Amara tersenyum sinis. Dia menghampiri Rengganis.
"Dia kakak aku."
"Jadi, mba juga anaknya Bu Sari?"
"Hmmm. Kamu lupa?"
"Memangnya kita pernah ketemu ya?" tanya Rengganis polos.
"Sudahlah. Lo udah makan?"
"Udah, Mba."
"Jangan panggil aku mba, gue akan jadi adik lo nantinya."
"Memangnya mba lebih muda dari saya? Jika dilihat dari muka, sepertinya mba lebih tua dari saya."
"Maksud Lo? Gue keliatan tua gitu?"
Rengganis mengangguk tanpa menyadari jika Amara kesal pada ucapannya.
"Benar-benar ya perempuan ini." Amara kesal setengah mati, tapi dengan santainya Rengganis kembali membaringkan tubuhnya, membelakangi Amara, lalu memejamkan mata.

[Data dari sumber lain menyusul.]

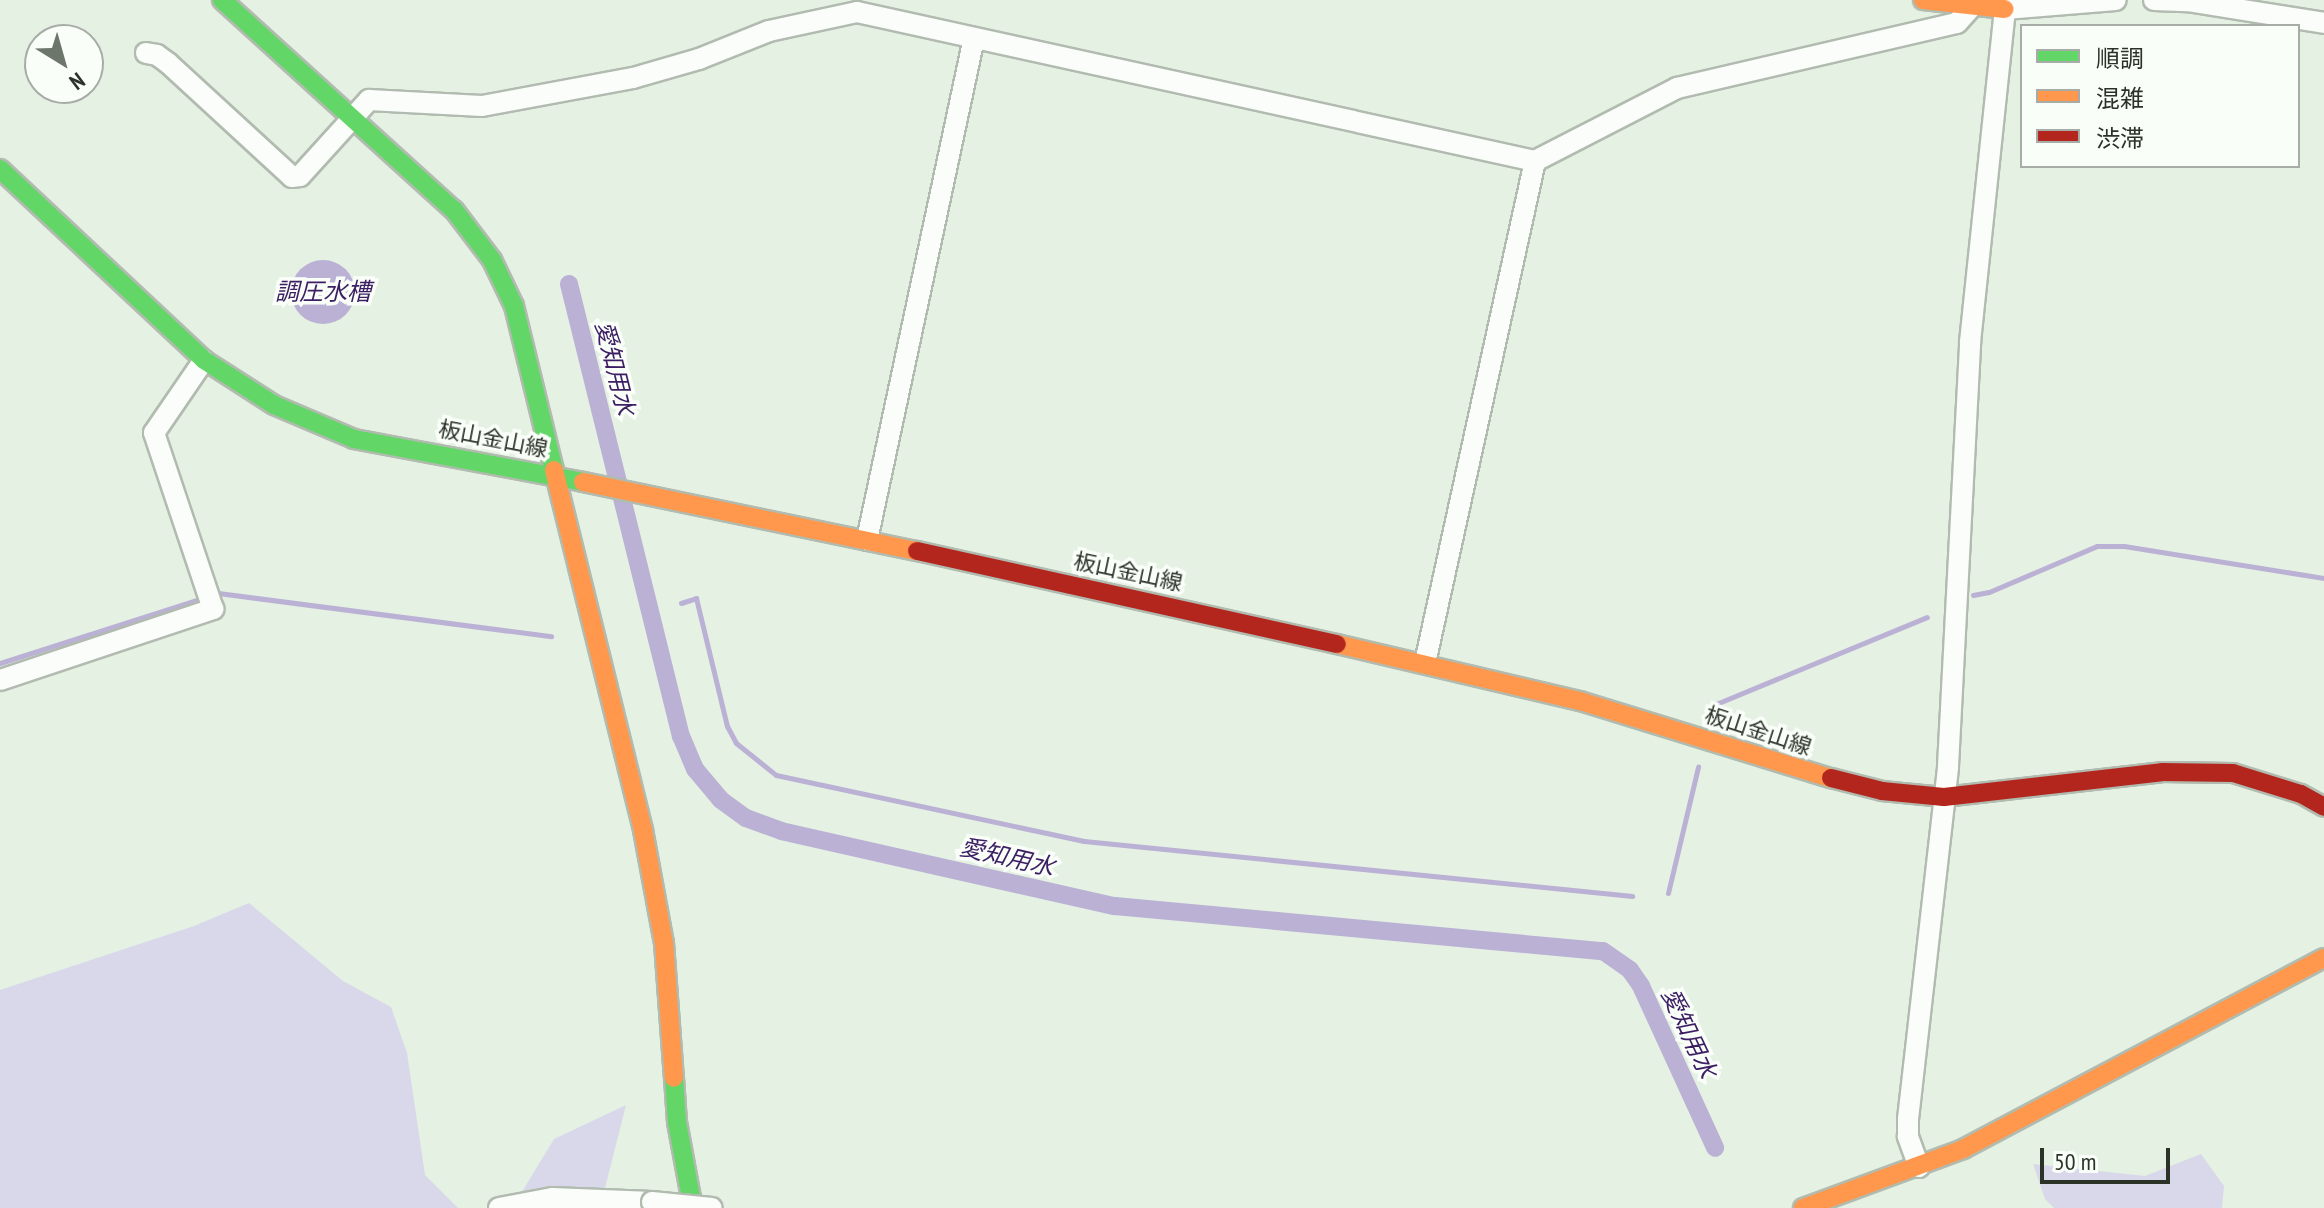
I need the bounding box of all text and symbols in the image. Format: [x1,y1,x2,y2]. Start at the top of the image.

"OMG!" Lirih Amara melihat kelakuan Rengganis.
Pintu kembali terbuka. Dari wanginya Rengganis tau siapa yang datang. Dia kembali bangun, lalu merapikan rambutnya yang berantakan.
"What the ...." Amara kembali dibuat terperangah oleh kelakuan Rengganis.
"Kamu di sini?" tanya Anggara melihat keberadaan Amara.
"Iya, ibu minta aku buat matiin keadaan bocah prik ini."
"Halo, Mas." Rengganis menyapa.
"Mas? Idiiiih, sok akrab banget sih Lo."
Anggara menggelengkan kepala pada adiknya agar Amara tidak bersikap kasar pada Rengganis.
"Iya, deh, iya. Mentang-mentang calon istrinya."
"Calon istri? Siapa?" tanya Rengganis.
Amara memejamkan mata sambil menarik nafas panjang. Dia membalikkan badan lalu berusaha tersenyum manis pada Rengganis.
"Mba Rengganis, mba itu calon kakak ipar aku. Perkenalkan, saya Amara calon adik Mba Rengganis," ucap Amara penuh penekanan. Berusaha baik meski dia sangat kesal.
"Maksudnya ... saya calon istrinya Mas ini?"
"IYA!" Bentak Amara. Lalu dia pergi meninggalkan ruangan itu.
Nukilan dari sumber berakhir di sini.